▶ **PROBLEM TO SOLVE**: Tell how many lines below include the word "streets". Only the number should appear.

=== EXTRACTED MATERIAL ===

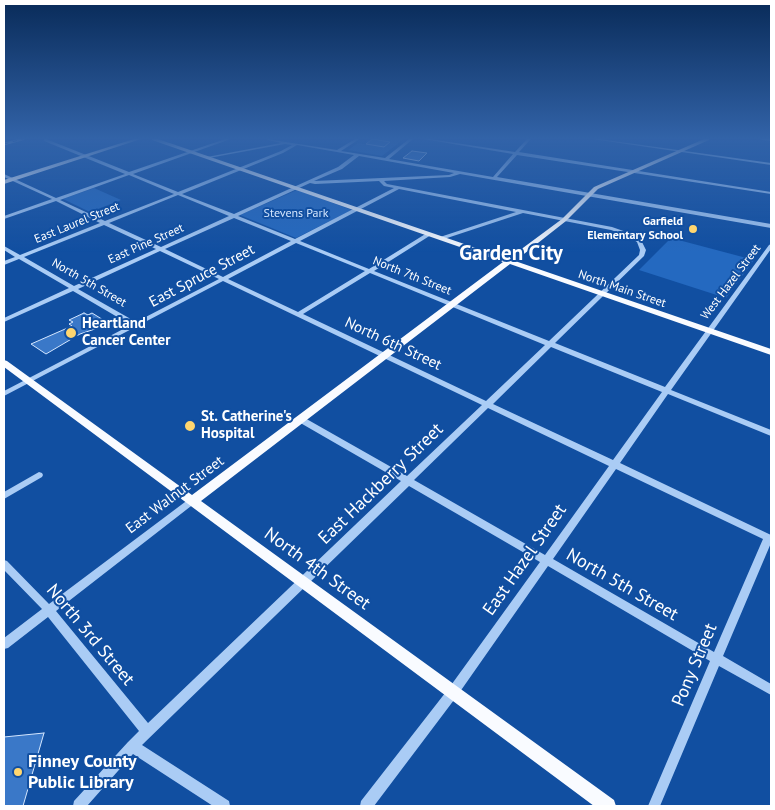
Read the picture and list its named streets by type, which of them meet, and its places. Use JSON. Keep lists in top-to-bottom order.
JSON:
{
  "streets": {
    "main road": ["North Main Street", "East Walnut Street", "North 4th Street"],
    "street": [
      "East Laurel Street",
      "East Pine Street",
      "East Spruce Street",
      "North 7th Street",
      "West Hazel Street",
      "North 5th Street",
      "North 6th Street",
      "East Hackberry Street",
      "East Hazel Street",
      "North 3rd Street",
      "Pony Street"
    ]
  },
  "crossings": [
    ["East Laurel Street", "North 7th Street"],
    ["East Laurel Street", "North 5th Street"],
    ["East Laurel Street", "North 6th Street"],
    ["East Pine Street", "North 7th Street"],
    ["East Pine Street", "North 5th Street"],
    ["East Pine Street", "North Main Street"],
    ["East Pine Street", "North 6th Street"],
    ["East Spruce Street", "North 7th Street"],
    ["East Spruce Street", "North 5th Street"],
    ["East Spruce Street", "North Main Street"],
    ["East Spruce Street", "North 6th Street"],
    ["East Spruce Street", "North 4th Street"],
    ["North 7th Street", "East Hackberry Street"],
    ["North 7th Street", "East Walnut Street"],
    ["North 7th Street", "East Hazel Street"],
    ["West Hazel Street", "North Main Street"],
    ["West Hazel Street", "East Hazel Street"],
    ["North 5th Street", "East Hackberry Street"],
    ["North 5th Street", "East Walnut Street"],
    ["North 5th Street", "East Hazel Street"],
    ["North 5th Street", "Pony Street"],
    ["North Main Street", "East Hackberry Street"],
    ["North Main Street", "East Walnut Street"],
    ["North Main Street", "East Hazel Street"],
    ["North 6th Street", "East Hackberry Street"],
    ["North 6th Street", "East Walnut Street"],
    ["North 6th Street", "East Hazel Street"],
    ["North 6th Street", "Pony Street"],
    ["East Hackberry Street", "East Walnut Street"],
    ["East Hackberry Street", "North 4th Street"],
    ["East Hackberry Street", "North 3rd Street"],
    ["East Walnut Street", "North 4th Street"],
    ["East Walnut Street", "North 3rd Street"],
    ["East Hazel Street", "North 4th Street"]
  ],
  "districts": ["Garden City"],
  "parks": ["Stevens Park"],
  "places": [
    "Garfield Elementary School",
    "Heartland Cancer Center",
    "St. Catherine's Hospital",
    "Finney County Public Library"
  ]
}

===

▶ **TASK RESPONSE**: 2